I even build a rrdtool display once upon a time but found the wulfweb or
wulfstat straight text display to be more useful.
Note the wealth of information in the default display -- load averages,
network traffic per interval, swap and paging activity, interrupt load,
the number of running and blocked processes. The other "views" can also
be dumped via wulflogger. The only thing I don't have in it (that
should probably be there) is a direct view on disk activity other than
paging and swap, partly because until recently the disk view in /proc
really sucked. With /proc/diskstat now present and much more parsible,
I'll probably implement a disk view in the suite as one of my next
chores. The last thing I did with it was add support for multicores
(which is still being debugged, as I only have dual cores to test and
play with).
Note also that wulfware is useful for things other than just monitoring
"clusters". The systems in the default display above are actually a
small vmware-based server farm. The first three are the toplevel linux
host (the level that runs vmware and hosts the VMs), two active and one
failover system for backup. The fourth is a VM running on the first.

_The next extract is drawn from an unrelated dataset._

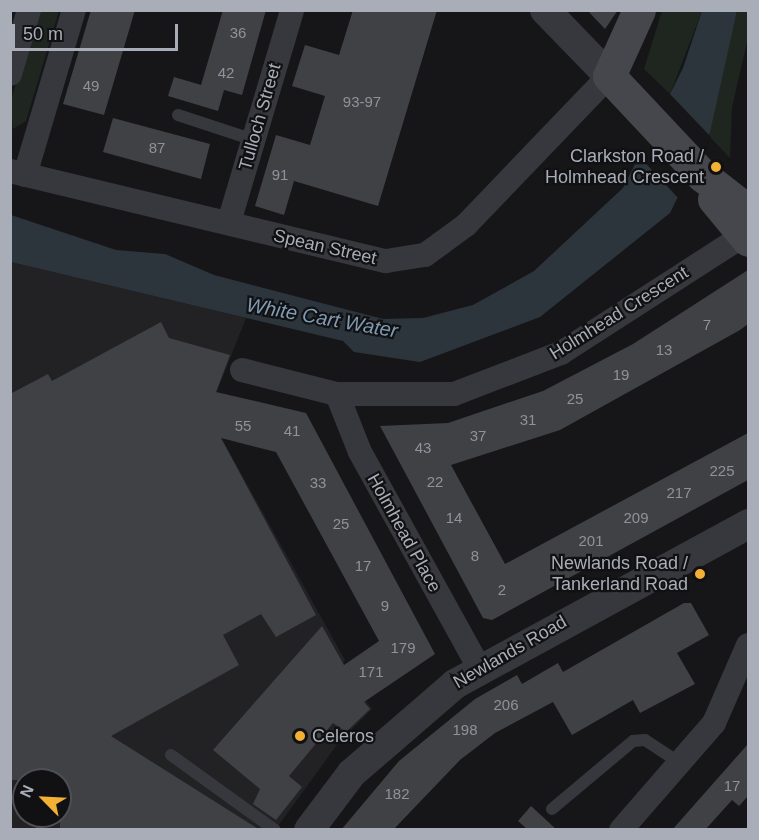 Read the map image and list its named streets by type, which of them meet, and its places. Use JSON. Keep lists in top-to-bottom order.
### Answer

The second is hosting two Windows servers, which are difficult to
monitor directly but which can be monitored INdirectly by keeping an eye
on the cumulative load on the VM host.
Thus one can use it to monitor or log the realtime numbers for an entire
workstation/PC LAN, for a HA server farm, for a HPC cluster, for any
mix-n-match of the above -- individual hosts to monitor can be easily
added to .wulfhosts. It even has a convenient flag for monitoring
"localhost", although of course one has alternative ways of doing that.
This lets you reuse any parsing scripts you might develop, though, and
if nothing else provides even your local host with a compact incremental
display of its important runtime statistics.

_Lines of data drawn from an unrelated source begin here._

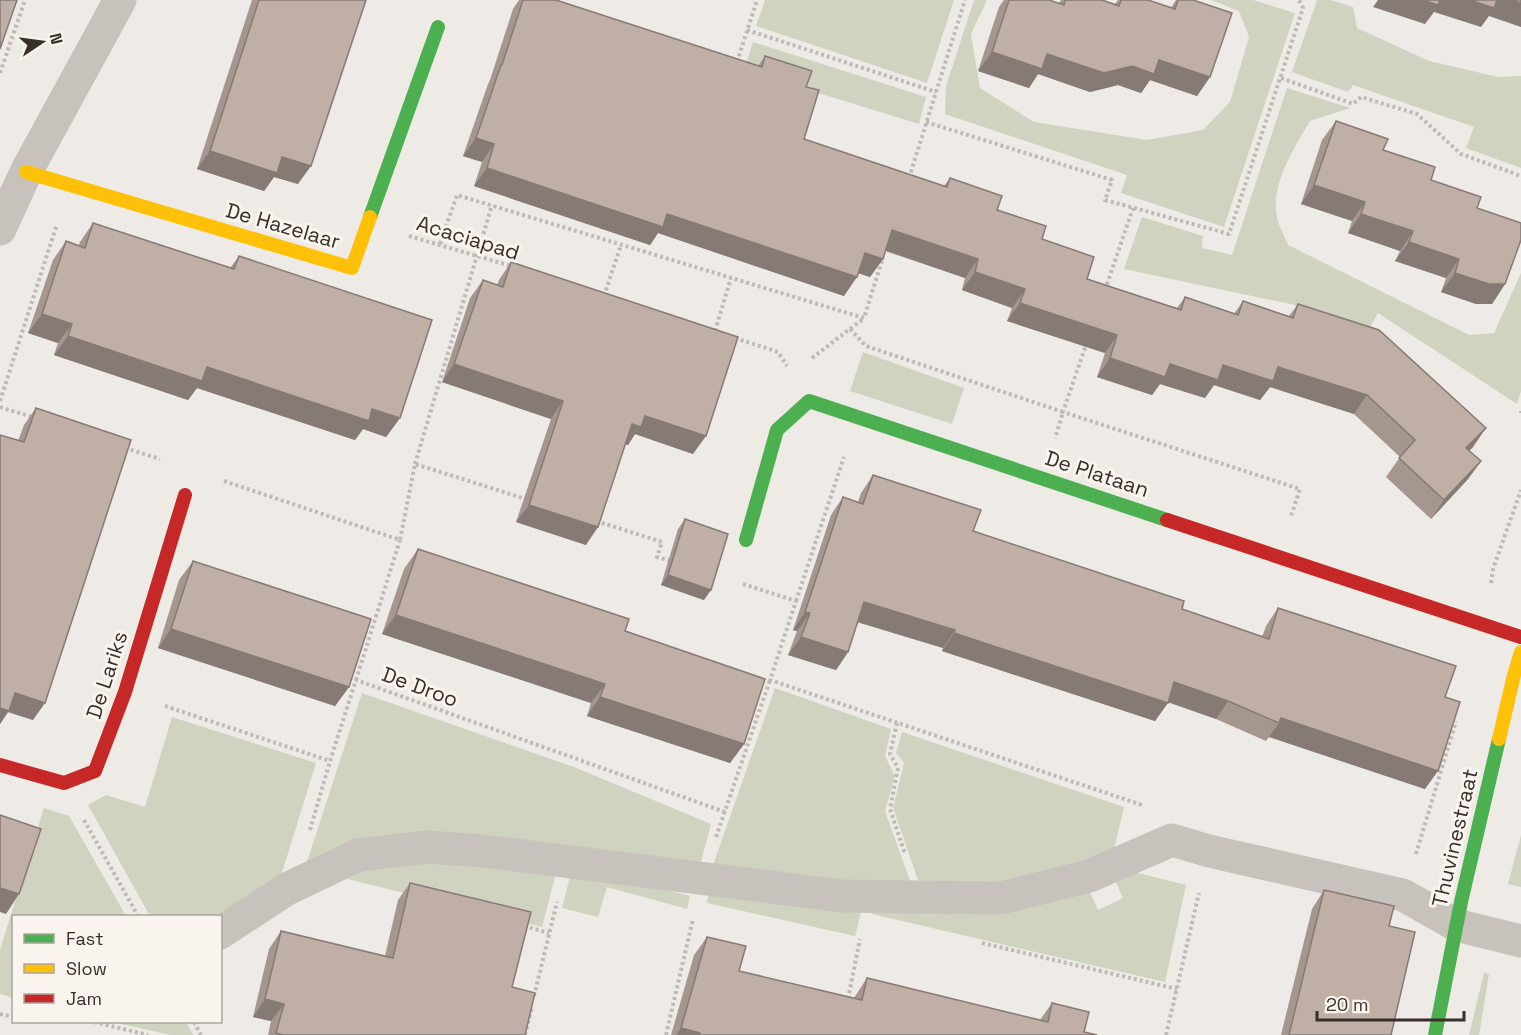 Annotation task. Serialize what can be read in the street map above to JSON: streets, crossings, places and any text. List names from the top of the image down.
{
  "streets": {
    "street": [
      "De Hazelaar",
      "De Plataan",
      "De Lariks",
      "Thuvinestraat"
    ],
    "path": ["Acaciapad", "De Droo"]
  },
  "crossings": [
    ["De Hazelaar", "Acaciapad"]
  ],
  "legend": ["Fast", "Slow", "Jam"],
  "scale_bar": "20 m",
  "north": "right"
}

It is, naturally, GPL. Free, easily modifiable (that is, you can add
your own statistics to monitor if you like at the cost of hacking them
into xmlsysd inside a suitable set of tags (using the provided
subroutine utilities and existing code as a template, which makes it
pretty easy if a bit tedious) and adding a bit of code at the other end
(again using templated library calls to parse it back out) for display.
It's advantage over doing it yourself with e.g. distributed shell
scripts, NFS writes to a common directory, etc. is that it has been
designed from the beginning to be LIGHTWEIGHT. That is, running it at
the default granularity consumes a very small amount of the system's
total resources and hence doesn't CHANGE the numbers by slowing down the
system, stealing cycles or bandwidth from your running processes. It's
one luxury is that it packs things up in XML, which is obviously not
maximally compressed, but this makes it MUCH easier to parse out at the
far end with many tools and encourages a scalable and extensible design.
Extra tags are typically just ignored by the display clients, so one can
add tags to a custom xmlsysd without breaking the existing displays,
while working on a custom display to match, for example.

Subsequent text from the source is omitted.